The Family Man (Season 2) is a series of missed opportunities to tell the story of power and pain of a community now displaced and isolated from their homeland.


Gritty, funny, gripping, a worthy sequel—review after review of the second season of The Family Man tells anticipating viewers that the Amazon series is deserving of the hype. However, this season has hardly had a smooth sailing this time. Set in the southern peninsula of India, its plot revolves around characters drawn from the self-determination struggle of Sri Lankan Tamils.

The show and writers found themselves having to defend their creation, after its trailer dropped on 19th May, a day after the Tamil Genocide Remembrance Day that is observed by Tamilians worldwide on 18th May. For a story covering the sensitive issue of the Tamil Eelam Liberation movement in Sri Lanka, the makers struggled to garner support from the audience for its intentions being in the right place. In response to criticism, the creative team behind the show claimed that it had provided “a sensitive, balanced, and riveting story” and for critics to wait and watch.

Having waited and watched, two things stand true: one, the depiction of Tamil Tigers in the series demonizes their struggle and two, the storytelling is apathetic at best and anti-Tamil Eelam at its worst. As a show that centres the perspective of a North Indian, dominant caste man, it dehumanises the people who are refugees displaced because of the genocide by Sri Lankan forces. It is evident in the way the show provides a multi-dimensional perspective to Srikant’s life to better understand the character’s struggles, nuances, and growth primarily because he is a patriot and an agent of the State. However, these subtleties are scarcely awarded to those labelled as terrorists on the show; their stories are denied any complexity. While the actors make the effort to get the Jaffna accent right, albeit only to identify the characters as foreign criminals, the series fails to convey the importance of the city of Jaffna—the nucleus of the Liberation Tigers of Tamil Eelam (LTTE) armed struggle and the place that has seen the most number of casualties of Tigers in the movement.  While it recognises that stereotypes of Tamil people needed a well-deserved call-out, it fails to capture the agony of the Sri Lankan Tamils.

Little to no effort is made to provide context for the movement or the struggle. The self-determination struggle in Sri Lanka is one that has never received the coverage it deserved and is a largely misunderstood narrative. For a pan-Indian show to not provide the larger political context is more than a disservice, it is treachery. The only times we hear some context are references to personal sufferings of violence that the people have faced at the hands of the Sri Lankan army. It is a reductive treatment of the struggle, because it conveniently forgets to mention the policies of the Sinhalese-Buddhist nationalist forces and parties that prevented Tamils from entering educational and public spaces, and also institutionalising their marginalisation. The lack of political engagement with the causes of the movement to make it appear like it is a story of personal vengeance and zealous dream for the homeland infantilizes the soldiers and the supporters of the movement.

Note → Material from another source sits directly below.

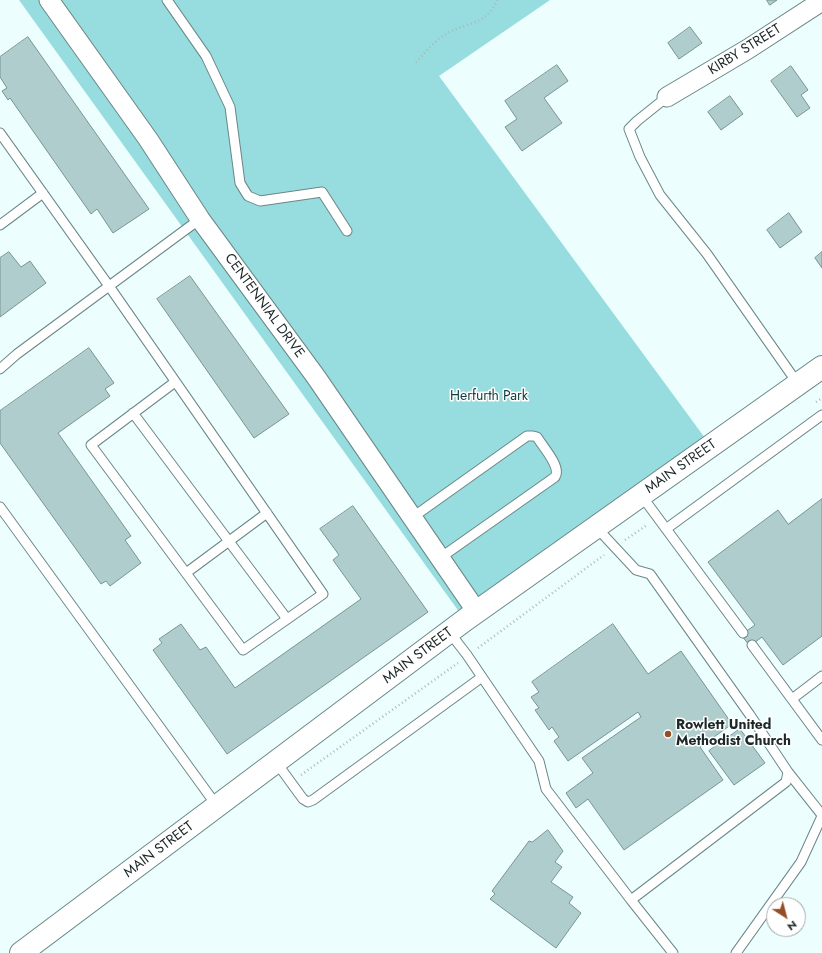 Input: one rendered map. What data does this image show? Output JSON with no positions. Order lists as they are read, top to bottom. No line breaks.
{"streets":{"street":["KIRBY STREET","CENTENNIAL DRIVE","MAIN STREET"]},"crossings":[["CENTENNIAL DRIVE","MAIN STREET"]],"parks":["Herfurth Park"],"places":["Rowlett United Methodist Church"],"north":"bottom right"} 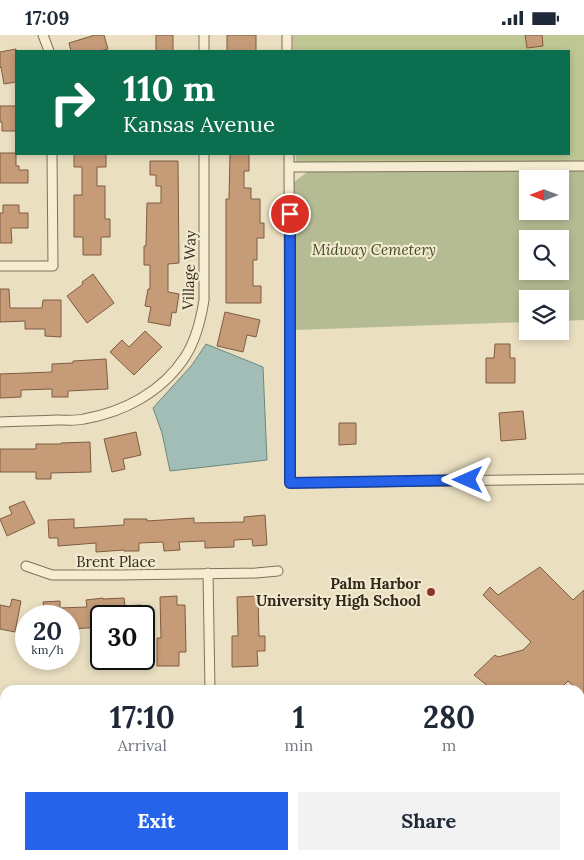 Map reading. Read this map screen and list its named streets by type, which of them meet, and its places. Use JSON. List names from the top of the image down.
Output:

The extrajudicial violence by the police officers is portrayed as valiant and deserving of accolade. However, all action Muslims and Eelam Tamilians take is portrayed as violence that must be condemned and penalised.  The narrative opts to steer safely clear of the idea of retaliation as the last resort against systemic oppression and state-sponsored violence. The lack of empathy for the Tigers’ stories is evident in the portrayal of Raji (played by Samantha Akkineni in mud-make-up) who moves from dazed as a refugee to captivated by rage—the only two modes she gets to display throughout the show. It is far from feminist to repeatedly reduce her identity to her body: as a soldier and as a survivor of abuse. She has no identity beyond how her body can be weaponized, and it is a deliberate depiction that erases her personhood in her stories of the past or her plans for the future. Raji is a misleading tokenistic representation of the role of women in the liberation army. Not only did women make up one-third of the armed wing as the sharpest shooters and fighters, they were also prolific writers and political thinkers who made significant contributions to the movement. In her book, The Orders Were to Rape You, Meena Kandasamy has translated poems written by Tigresses. “These female fighters used poems as tools of political commentary, (and) far from being unwilling recruits, innocent recruits, helpless recruits, they were acutely aware of the micropolitics,” Kandasamy writes. In The Family Man, Raji is presented as and called “brainwashed”, a mere soldier on duty lacking space to contribute to the politics she subscribes to.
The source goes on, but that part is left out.